TASK TO CARRY OUT
The expected output is every line below, reproduced exactly.

[Stored items from a collection]
··········

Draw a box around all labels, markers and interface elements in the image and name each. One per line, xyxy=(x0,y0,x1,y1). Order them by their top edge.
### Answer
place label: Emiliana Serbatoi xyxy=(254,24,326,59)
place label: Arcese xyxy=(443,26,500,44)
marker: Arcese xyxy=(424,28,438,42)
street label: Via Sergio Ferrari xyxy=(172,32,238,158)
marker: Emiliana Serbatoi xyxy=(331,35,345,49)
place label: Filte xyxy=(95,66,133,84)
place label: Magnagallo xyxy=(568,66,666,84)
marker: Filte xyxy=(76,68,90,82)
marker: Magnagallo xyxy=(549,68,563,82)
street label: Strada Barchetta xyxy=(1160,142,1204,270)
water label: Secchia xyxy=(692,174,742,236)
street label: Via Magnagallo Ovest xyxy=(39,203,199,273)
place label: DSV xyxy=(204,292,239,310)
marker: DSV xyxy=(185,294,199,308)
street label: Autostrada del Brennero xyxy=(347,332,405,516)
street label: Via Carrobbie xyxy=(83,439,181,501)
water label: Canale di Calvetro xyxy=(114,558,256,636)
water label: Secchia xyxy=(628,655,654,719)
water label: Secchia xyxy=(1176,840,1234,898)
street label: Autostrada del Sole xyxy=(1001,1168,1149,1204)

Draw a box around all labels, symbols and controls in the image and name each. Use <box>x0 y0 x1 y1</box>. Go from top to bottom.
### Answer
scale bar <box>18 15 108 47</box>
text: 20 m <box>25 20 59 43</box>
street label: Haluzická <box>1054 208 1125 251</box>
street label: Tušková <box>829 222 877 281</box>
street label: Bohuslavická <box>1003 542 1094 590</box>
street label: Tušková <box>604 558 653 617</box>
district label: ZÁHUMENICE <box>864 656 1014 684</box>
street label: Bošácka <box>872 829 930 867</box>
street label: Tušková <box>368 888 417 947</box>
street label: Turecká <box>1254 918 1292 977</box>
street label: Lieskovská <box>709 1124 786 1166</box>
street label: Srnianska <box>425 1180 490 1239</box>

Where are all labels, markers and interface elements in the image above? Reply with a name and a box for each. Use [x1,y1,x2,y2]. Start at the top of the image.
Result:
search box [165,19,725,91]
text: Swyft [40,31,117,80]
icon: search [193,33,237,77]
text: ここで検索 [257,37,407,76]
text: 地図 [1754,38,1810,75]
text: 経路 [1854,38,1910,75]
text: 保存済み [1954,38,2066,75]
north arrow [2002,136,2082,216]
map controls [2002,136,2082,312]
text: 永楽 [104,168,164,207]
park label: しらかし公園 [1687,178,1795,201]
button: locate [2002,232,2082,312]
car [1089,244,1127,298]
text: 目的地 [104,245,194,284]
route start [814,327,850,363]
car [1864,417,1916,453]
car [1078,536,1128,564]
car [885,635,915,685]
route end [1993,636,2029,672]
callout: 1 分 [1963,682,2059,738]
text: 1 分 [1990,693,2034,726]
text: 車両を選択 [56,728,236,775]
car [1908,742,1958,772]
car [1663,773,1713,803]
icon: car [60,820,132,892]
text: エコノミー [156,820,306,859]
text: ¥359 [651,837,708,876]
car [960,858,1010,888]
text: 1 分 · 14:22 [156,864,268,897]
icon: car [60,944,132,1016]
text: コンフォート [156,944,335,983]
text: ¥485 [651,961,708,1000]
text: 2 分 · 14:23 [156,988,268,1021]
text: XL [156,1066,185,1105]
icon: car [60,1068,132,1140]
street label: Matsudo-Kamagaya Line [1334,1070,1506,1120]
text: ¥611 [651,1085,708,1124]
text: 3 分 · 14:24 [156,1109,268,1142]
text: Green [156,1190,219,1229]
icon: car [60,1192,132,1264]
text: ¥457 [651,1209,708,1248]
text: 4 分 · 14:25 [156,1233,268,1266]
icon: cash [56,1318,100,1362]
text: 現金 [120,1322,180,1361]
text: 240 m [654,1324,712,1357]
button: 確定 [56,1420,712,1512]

··········

OUTPUT FOR THIS TASK
Draw a box around all labels, markers and interface elements in the image and name each. One per line, xyxy=(x0,y0,x1,y1). Order them by their top edge.
### Answer
place label: Emiliana Serbatoi xyxy=(254,24,326,59)
place label: Arcese xyxy=(443,26,500,44)
marker: Arcese xyxy=(424,28,438,42)
street label: Via Sergio Ferrari xyxy=(172,32,238,158)
marker: Emiliana Serbatoi xyxy=(331,35,345,49)
place label: Filte xyxy=(95,66,133,84)
place label: Magnagallo xyxy=(568,66,666,84)
marker: Filte xyxy=(76,68,90,82)
marker: Magnagallo xyxy=(549,68,563,82)
street label: Strada Barchetta xyxy=(1160,142,1204,270)
water label: Secchia xyxy=(692,174,742,236)
street label: Via Magnagallo Ovest xyxy=(39,203,199,273)
place label: DSV xyxy=(204,292,239,310)
marker: DSV xyxy=(185,294,199,308)
street label: Autostrada del Brennero xyxy=(347,332,405,516)
street label: Via Carrobbie xyxy=(83,439,181,501)
water label: Canale di Calvetro xyxy=(114,558,256,636)
water label: Secchia xyxy=(628,655,654,719)
water label: Secchia xyxy=(1176,840,1234,898)
street label: Autostrada del Sole xyxy=(1001,1168,1149,1204)

Draw a box around all labels, symbols and controls in the image and name each. Use <box>x0 y0 x1 y1</box>. Go from top to bottom.
### Answer
scale bar <box>18 15 108 47</box>
text: 20 m <box>25 20 59 43</box>
street label: Haluzická <box>1054 208 1125 251</box>
street label: Tušková <box>829 222 877 281</box>
street label: Bohuslavická <box>1003 542 1094 590</box>
street label: Tušková <box>604 558 653 617</box>
district label: ZÁHUMENICE <box>864 656 1014 684</box>
street label: Bošácka <box>872 829 930 867</box>
street label: Tušková <box>368 888 417 947</box>
street label: Turecká <box>1254 918 1292 977</box>
street label: Lieskovská <box>709 1124 786 1166</box>
street label: Srnianska <box>425 1180 490 1239</box>

Where are all labels, markers and interface elements in the image above? Reply with a name and a box for each. Use [x1,y1,x2,y2]. Start at the top of the image.
Result:
search box [165,19,725,91]
text: Swyft [40,31,117,80]
icon: search [193,33,237,77]
text: ここで検索 [257,37,407,76]
text: 地図 [1754,38,1810,75]
text: 経路 [1854,38,1910,75]
text: 保存済み [1954,38,2066,75]
north arrow [2002,136,2082,216]
map controls [2002,136,2082,312]
text: 永楽 [104,168,164,207]
park label: しらかし公園 [1687,178,1795,201]
button: locate [2002,232,2082,312]
car [1089,244,1127,298]
text: 目的地 [104,245,194,284]
route start [814,327,850,363]
car [1864,417,1916,453]
car [1078,536,1128,564]
car [885,635,915,685]
route end [1993,636,2029,672]
callout: 1 分 [1963,682,2059,738]
text: 1 分 [1990,693,2034,726]
text: 車両を選択 [56,728,236,775]
car [1908,742,1958,772]
car [1663,773,1713,803]
icon: car [60,820,132,892]
text: エコノミー [156,820,306,859]
text: ¥359 [651,837,708,876]
car [960,858,1010,888]
text: 1 分 · 14:22 [156,864,268,897]
icon: car [60,944,132,1016]
text: コンフォート [156,944,335,983]
text: ¥485 [651,961,708,1000]
text: 2 分 · 14:23 [156,988,268,1021]
text: XL [156,1066,185,1105]
icon: car [60,1068,132,1140]
street label: Matsudo-Kamagaya Line [1334,1070,1506,1120]
text: ¥611 [651,1085,708,1124]
text: 3 分 · 14:24 [156,1109,268,1142]
text: Green [156,1190,219,1229]
icon: car [60,1192,132,1264]
text: ¥457 [651,1209,708,1248]
text: 4 分 · 14:25 [156,1233,268,1266]
icon: cash [56,1318,100,1362]
text: 現金 [120,1322,180,1361]
text: 240 m [654,1324,712,1357]
button: 確定 [56,1420,712,1512]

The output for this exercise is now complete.